Entendido a situação, fomos aguardar o médico. 10, 30, 60 minutos se passaram. Tempo suficiente para que uma paciente sentada a um banco de distância se sentisse incomodada o bastante para perguntar se minha tia aguardava o mesmo médico. Sim, era o mesmo.

Como Mica enfrentou a primeira sessão de quimioterapia durante a pandemia
Crédito: Mariana Pessoa.

Assim como Mica, ela também estava um pouco estressada. Além do peso de ter que realizar a quimioterapia, que pode deixá-las debilitadas por alguns dias, as mudanças não ditas, embora necessárias, e os poucos funcionários para ajudá-las no processo, deixaram tudo mais complicado. A única orientação divulgada pelo Cepon foi publicada no Instagram, dia 24 de março. Não informava nada sobre alterações estruturais.

Outra postagem, desta vez do dia 16 de março, indica a existência de um Plano Interno de Contingenciamento do Covid-19 para a instituição. No entanto, ela só informava sobre a presença de acompanhantes, sendo elas um acompanhante e uma visita por paciente, e as recomendações já conhecidas de proteção. Pessoas que apresentassem sintomas de gripe ou febre não seria permitido a entrada – um reforço muito positivo.

Entrei em contato com o Cepon na expectativa de entender o que seria esse plano interno e outras medidas que talvez estivessem sendo tomadas pela instituição. Como resposta, a Dra. Mary Anne escreveu, por e-mail, que o CEPON está seguindo as normativas do Ministério da Saúde, da Secretaria Estadual de Saúde (SES), Vigilância Epidemiológica (DIVE).

Os cuidados

Durante a sessão de quimioterapia, da qual estava proibida entrar como acompanhante, Mica relatou uma preocupação sobre algumas enfermeiras que não usavam máscaras. “Fiquei preocupada porque elas ficam toda hora ali perto mexendo, picando a gente”, conta. No entanto, no restante do hospital em que estivemos, a todo momento os ambientes estavam sendo higienizados, havia álcool em gel em todas as paredes e instruções bem claras para evitar aglomerações. 

Grande parte dos pacientes à espera das consultas e, posteriormente, da quimioterapia, eram idosos.
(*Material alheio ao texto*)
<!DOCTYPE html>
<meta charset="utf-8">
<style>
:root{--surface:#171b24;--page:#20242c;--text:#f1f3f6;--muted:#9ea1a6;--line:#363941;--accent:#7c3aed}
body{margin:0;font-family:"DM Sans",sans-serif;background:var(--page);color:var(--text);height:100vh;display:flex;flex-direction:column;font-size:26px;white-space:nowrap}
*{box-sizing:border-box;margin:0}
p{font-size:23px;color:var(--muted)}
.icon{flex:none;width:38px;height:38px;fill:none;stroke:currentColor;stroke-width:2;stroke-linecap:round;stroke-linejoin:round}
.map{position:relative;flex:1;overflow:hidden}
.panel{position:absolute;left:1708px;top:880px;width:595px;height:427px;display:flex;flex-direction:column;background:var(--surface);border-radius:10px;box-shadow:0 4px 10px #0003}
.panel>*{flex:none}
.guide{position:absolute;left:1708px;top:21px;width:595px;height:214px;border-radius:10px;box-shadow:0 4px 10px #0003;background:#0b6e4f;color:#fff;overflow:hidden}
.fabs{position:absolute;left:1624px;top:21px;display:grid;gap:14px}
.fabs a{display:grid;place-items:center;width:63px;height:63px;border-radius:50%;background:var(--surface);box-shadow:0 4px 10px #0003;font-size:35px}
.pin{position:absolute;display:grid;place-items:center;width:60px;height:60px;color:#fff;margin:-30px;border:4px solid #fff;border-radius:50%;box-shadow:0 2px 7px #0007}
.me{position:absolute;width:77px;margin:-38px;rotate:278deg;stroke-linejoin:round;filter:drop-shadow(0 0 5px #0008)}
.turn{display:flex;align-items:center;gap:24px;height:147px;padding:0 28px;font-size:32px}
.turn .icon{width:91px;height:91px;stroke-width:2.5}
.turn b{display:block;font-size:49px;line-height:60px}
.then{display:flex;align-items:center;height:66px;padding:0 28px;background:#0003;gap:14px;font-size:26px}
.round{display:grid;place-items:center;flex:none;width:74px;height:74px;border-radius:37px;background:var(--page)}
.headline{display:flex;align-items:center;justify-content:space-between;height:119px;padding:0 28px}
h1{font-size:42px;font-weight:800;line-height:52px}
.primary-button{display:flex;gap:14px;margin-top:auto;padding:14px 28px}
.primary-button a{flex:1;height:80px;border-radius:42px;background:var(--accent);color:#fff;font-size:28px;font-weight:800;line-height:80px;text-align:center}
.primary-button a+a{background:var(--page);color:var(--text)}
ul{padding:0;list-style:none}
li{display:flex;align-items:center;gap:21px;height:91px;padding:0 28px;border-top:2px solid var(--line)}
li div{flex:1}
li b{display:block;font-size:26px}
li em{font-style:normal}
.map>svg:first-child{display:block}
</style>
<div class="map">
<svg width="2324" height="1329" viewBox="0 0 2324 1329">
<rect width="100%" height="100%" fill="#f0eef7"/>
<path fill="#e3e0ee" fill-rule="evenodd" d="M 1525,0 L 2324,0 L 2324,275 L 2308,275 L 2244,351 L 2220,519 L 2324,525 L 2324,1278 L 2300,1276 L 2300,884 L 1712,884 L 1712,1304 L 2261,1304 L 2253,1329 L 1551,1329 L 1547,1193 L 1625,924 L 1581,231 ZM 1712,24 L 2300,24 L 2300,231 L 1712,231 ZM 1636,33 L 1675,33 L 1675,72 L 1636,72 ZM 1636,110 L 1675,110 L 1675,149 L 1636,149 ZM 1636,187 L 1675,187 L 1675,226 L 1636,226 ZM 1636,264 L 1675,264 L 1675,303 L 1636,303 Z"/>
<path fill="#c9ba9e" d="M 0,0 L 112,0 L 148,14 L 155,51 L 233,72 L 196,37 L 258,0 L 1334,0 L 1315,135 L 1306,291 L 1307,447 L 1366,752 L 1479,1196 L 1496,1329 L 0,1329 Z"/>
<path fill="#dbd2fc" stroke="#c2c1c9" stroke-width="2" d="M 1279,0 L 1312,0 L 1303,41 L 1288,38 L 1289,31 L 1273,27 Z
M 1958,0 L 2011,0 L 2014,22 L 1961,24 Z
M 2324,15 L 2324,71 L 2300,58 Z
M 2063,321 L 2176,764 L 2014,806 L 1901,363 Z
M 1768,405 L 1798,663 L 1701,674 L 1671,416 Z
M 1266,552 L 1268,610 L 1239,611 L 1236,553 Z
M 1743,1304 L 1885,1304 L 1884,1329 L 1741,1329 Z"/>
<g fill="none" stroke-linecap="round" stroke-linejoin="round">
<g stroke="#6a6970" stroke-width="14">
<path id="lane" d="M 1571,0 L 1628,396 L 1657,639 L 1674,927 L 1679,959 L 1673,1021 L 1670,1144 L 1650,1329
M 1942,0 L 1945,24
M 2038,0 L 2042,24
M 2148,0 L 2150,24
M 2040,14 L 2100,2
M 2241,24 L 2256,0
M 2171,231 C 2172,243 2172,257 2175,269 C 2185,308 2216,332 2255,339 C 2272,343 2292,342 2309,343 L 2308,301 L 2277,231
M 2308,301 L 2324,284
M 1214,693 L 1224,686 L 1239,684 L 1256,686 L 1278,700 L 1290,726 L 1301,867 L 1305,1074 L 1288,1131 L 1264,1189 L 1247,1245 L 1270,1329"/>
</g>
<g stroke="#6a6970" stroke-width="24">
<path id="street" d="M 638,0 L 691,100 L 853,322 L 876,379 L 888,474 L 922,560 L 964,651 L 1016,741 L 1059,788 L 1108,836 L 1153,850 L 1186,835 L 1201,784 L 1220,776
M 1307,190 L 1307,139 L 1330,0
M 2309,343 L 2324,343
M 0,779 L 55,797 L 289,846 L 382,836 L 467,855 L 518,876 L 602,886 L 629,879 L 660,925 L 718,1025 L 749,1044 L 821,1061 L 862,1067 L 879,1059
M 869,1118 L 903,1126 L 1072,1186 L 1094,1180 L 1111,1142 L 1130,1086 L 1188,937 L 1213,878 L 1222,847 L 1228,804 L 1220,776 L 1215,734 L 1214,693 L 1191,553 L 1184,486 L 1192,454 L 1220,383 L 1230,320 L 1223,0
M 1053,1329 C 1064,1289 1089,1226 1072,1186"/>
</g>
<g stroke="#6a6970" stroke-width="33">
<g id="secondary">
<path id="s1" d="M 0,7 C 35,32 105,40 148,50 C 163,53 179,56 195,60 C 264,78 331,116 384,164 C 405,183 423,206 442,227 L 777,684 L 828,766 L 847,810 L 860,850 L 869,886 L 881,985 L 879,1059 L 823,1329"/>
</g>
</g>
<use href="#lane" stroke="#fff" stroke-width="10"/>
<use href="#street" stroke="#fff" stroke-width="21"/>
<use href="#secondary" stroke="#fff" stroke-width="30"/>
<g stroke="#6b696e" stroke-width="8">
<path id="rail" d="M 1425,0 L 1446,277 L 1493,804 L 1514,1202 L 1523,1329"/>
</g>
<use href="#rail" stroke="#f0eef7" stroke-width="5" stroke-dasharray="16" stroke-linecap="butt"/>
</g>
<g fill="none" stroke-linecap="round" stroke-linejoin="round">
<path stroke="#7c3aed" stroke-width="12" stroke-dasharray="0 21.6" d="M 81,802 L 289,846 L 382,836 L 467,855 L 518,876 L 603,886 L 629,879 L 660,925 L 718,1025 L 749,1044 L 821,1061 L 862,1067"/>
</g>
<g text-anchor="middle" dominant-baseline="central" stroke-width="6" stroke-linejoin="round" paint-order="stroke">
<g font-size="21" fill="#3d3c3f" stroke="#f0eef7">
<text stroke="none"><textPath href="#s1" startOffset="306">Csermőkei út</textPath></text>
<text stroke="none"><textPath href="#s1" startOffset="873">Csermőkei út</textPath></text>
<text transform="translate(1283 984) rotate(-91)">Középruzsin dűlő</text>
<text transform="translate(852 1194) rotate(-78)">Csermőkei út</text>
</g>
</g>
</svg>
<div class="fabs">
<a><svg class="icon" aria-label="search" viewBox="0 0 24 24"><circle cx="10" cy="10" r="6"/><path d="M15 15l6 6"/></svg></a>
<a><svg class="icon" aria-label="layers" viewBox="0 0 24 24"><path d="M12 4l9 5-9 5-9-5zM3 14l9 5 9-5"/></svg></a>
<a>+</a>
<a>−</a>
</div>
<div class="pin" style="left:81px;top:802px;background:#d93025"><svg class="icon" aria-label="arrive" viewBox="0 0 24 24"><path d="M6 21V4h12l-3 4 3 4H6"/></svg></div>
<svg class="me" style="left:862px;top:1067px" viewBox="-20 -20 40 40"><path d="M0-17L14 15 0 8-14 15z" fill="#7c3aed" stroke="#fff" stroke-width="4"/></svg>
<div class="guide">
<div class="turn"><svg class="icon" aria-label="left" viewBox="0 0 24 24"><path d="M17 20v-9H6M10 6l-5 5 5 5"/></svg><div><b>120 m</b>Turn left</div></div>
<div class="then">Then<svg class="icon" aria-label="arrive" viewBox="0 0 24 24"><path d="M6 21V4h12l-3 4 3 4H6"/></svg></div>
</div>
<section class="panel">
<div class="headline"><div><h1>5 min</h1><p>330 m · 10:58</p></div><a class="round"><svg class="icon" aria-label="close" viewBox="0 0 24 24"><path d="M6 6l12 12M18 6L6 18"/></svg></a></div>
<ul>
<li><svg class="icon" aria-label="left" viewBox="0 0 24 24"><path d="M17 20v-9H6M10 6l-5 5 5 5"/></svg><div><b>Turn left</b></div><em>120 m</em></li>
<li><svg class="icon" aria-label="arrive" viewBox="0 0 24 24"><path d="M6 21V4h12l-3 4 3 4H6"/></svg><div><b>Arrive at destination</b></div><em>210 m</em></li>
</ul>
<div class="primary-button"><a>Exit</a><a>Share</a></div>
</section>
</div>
Já é difícil o suficiente conviver com pacientes oncológicos e fazer um trabalho tão bonito para reerguê-los. Embora o uso de máscaras não tenha sido respeitado por todos os funcionários aquele dia, o cuidado do Cepon  com seus pacientes é evidente quando, através das redes sociais e por cartazes pelo corredor, divulga atendimentos psicológicos gratuitos para pacientes, familiares e os profissionais de saúde. 
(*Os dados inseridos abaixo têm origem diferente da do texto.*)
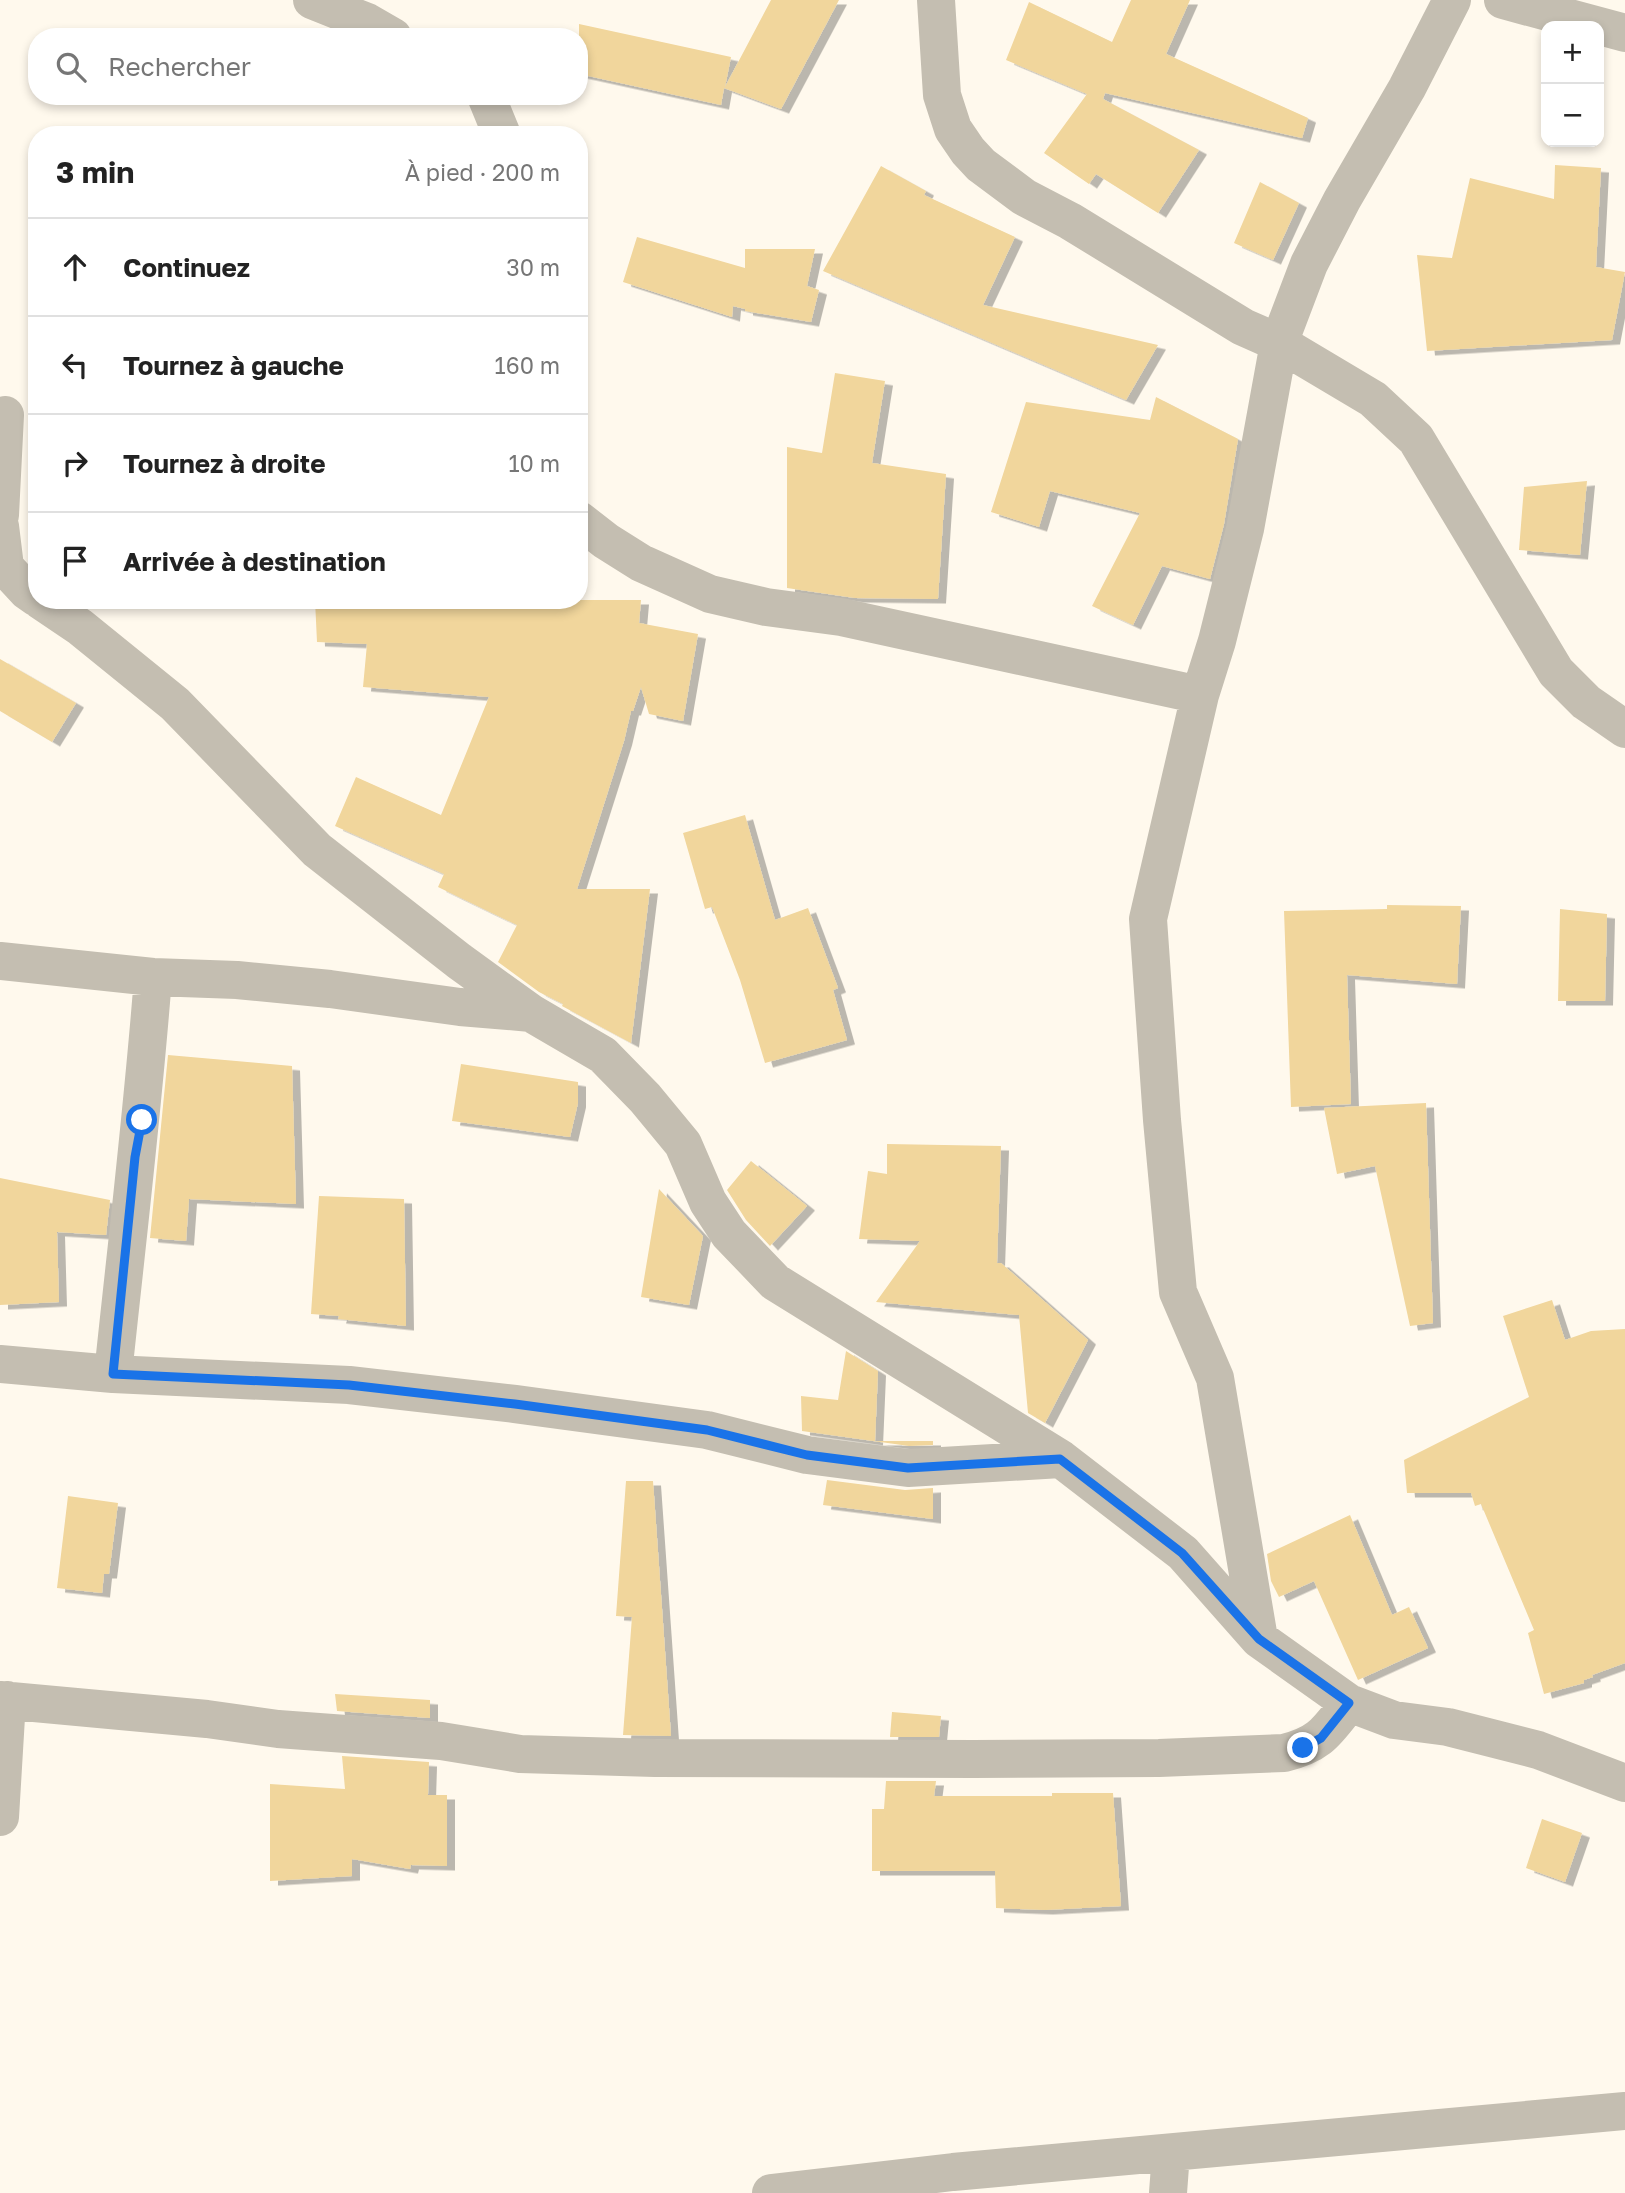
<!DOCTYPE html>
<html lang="fr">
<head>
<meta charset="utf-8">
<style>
	:root { --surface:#fff; --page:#f6f6f6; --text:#222; --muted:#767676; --line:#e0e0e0 }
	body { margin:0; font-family:"Golos Text",sans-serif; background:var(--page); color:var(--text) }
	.controls { position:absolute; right:21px; top:21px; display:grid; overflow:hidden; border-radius:14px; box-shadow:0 4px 10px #0003 }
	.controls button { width:63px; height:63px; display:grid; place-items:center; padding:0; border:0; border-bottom:2px solid var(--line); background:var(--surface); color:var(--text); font:35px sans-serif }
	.stop { position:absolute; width:21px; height:21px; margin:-16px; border:5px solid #1a73e8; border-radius:50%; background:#fff }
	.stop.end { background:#1a73e8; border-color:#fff; box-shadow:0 2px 7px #0008 }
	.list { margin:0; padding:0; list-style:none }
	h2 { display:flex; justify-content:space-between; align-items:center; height:91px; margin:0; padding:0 28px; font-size:30px }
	h2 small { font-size:23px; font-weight:400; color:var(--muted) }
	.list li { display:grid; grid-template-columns:46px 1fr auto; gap:21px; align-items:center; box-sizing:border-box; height:98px; padding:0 28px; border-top:2px solid var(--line) }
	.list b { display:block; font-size:26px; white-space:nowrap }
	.list em { font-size:23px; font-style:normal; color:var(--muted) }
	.icon { flex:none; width:38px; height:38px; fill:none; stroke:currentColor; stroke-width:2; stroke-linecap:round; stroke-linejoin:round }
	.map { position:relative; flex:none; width:1625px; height:2193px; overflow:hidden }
	.search { position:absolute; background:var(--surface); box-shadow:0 4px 10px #0003; left:28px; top:28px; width:560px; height:77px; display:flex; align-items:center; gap:18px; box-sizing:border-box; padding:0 24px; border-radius:28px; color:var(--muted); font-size:26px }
	.panel { position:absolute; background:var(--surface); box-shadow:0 4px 10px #0003; left:28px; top:126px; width:560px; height:483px; border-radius:28px }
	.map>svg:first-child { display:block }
	.building { fill:#f1d69c; filter:url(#shadow) }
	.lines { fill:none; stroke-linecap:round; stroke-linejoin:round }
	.minor { stroke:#c4beb1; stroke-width:38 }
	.route { stroke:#1a73e8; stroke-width:9 }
</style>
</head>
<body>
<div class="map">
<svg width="1625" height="2193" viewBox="0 0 1625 2193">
	<defs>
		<filter id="shadow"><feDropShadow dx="8" dy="4.5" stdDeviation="0" flood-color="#0004"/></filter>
	</defs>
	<rect width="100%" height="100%" fill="#fff9ed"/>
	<!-- building -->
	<path class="building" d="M771 0H839L781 109 724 88 721 105 579 74V24L731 57 725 87Z
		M1131 0H1190L1166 54 1308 118 1302 138 1105 93 1103 99 1199 150 1158 213 1096 174 1089 184 1044 153 1087 94 1006 60 1029 2 1112 42Z
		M1555 165 1601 168 1596 267 1625 272 1612 340 1427 351 1417 255 1452 258 1470 178 1554 199Z
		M881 166 926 191 924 195 1015 237 983 305 1158 345 1126 400 823 271Z
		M1260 182 1299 203 1273 260 1234 243Z
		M637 237 745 268V249H815L807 286 819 290 811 322 745 311V309L733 306 732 317 623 282Z
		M835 373 885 381 872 463 946 474 938 599 855 598 787 588V447L822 453Z
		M1156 397 1238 439 1224 524 1210 579 1162 566 1133 625 1092 606 1140 513 1050 491 1039 527 991 512 1026 402 1150 420Z
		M1587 481 1580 555 1519 550 1524 487Z
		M315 600H641L639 623 698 634 683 721 649 714 641 687 633 711H631L624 741 577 889H650L631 1043 562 1006 563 1004 539 992 498 962 517 925 438 887 444 874 335 826 356 777 441 815 489 697 363 687 367 644 317 642Z
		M0 659 76 703 52 742 0 711Z
		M745 815 775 920 808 908 838 988 833 990 847 1040 765 1063 740 980 712 907 705 909 683 833Z
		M1387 905 1461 906 1457 984 1347 975 1351 1104 1291 1107 1284 911 1387 909Z
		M1560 909 1607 914 1605 1001H1558Z
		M168 1055 292 1066 296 1204 189 1199 186 1241 150 1238Z
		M461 1064 578 1082V1103L570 1137 452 1121Z
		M1426 1103 1433 1323 1410 1326 1375 1166 1337 1174 1324 1108Z
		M887 1144 1001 1146 997 1263H1001L1088 1340 1045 1423 1028 1413 1019 1315 876 1302 920 1241 859 1239 868 1171 887 1174Z
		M751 1161 807 1206 770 1246 746 1220 727 1190Z
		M0 1178 110 1200 106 1235 57 1232 59 1302 0 1305Z
		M659 1189 703 1236 689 1305 641 1297Z
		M319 1196 404 1199 406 1326 338 1319 339 1316 311 1314Z
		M1552 1300 1565 1340 1591 1331 1625 1329V1663L1592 1675 1593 1677 1584 1680V1683L1544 1694 1528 1633 1534 1630 1481 1504 1475 1506 1471 1493H1407L1404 1460 1529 1397 1503 1316Z
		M846 1351 878 1371 875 1441H933V1445L909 1446 802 1431 801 1396 838 1400Z
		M827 1480 905 1490 933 1488V1519L823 1505Z
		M626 1481H653L671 1736 623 1735 632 1617 616 1616Z
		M68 1496 118 1503 109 1574H104L102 1593 57 1588Z
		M1350 1515 1392 1615 1409 1607 1428 1648 1358 1680 1314 1581 1279 1597 1271 1581 1267 1554Z
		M335 1694 430 1700V1718L337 1711Z
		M892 1712 941 1716 939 1737H890Z
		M342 1756 429 1762 428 1795H447V1866L411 1865 410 1869 352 1859V1876L270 1881V1784L345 1789Z
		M886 1781H936L934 1796H1052V1793H1113L1121 1906 1045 1910 996 1908 995 1871H872V1809H884Z
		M1542 1819 1582 1833 1565 1882 1526 1868Z"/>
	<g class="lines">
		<!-- minor -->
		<path class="minor" d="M312 0 367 22 393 37
			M936 0 942 95 953 129 968 151 981 165 1024 197 1070 221 1243 327 1279 343 1373 399 1416 439 1556 672 1586 702 1625 729
			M1503 0 1625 33
			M486 96 502 135
			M0 515 5 415
			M579 520 606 541 641 563 710 594 766 607 841 617 1200 695
			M0 526 5 567 27 591 37 598
			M40 600 80 627 175 704 317 850 459 961 531 1013 603 1055 645 1098 683 1144 708 1202 729 1234 775 1282 1061 1459 1183 1553 1259 1639 1349 1703 1394 1720 1448 1727 1538 1750 1625 1783
			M0 961 153 977 237 980 330 989 460 1007 531 1013
			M0 1364 113 1374 349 1385 515 1404 707 1430 807 1455 908 1468 1061 1459
			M113 1374C127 1241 143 1109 153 977
			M1259 1639 1215 1378 1178 1292 1162 1120 1148 919 1200 695 1217 641 1245 529 1279 343 1309 264 1342 200 1407 88 1452 0
			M0 1700 207 1719 278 1729 441 1741 520 1754 655 1758 973 1759 1159 1758 1284 1753C1321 1744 1327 1731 1349 1703
			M0 1817 7 1700
			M771 2193 953 2172 1625 2111
			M1168 2193 1171 2153"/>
	</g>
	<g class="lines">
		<!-- route -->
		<path class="route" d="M142 1120 135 1157 113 1374 349 1385 515 1404 707 1430 807 1455 908 1468 1060 1459 1182 1553 1259 1639 1349 1703 1321 1738 1303 1748"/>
	</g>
</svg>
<div class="controls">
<button>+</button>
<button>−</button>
</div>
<div class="stop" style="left:142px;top:1120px"></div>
<div class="stop end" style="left:1303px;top:1748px"></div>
<div class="search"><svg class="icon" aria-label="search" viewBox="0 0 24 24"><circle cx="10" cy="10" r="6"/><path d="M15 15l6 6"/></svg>Rechercher</div>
<section class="panel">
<h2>3 min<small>À pied · 200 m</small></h2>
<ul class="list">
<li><svg class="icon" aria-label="ahead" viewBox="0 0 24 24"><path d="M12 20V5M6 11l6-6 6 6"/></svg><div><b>Continuez</b></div><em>30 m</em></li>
<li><svg class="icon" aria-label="left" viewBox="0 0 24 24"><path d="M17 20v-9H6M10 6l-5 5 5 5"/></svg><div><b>Tournez à gauche</b></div><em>160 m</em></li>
<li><svg class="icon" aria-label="right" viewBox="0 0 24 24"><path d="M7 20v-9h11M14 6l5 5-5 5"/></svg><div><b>Tournez à droite</b></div><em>10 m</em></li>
<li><svg class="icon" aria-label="arrive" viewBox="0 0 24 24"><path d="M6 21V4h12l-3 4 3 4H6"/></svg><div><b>Arrivée à destination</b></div></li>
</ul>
</section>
</div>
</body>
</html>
Mica foi para casa aliviada. Não tirou a máscara por nenhum momento, usou álcool em gel com frequência e realizou mais uma sessão do tratamento recorrente. Vê o horror da pandemia todos os dias, em todos os jornais da Rede Globo, e fica indignada com o presidente Bolsonaro e muito preocupada com o que virá, mas sente-se segura entre a família.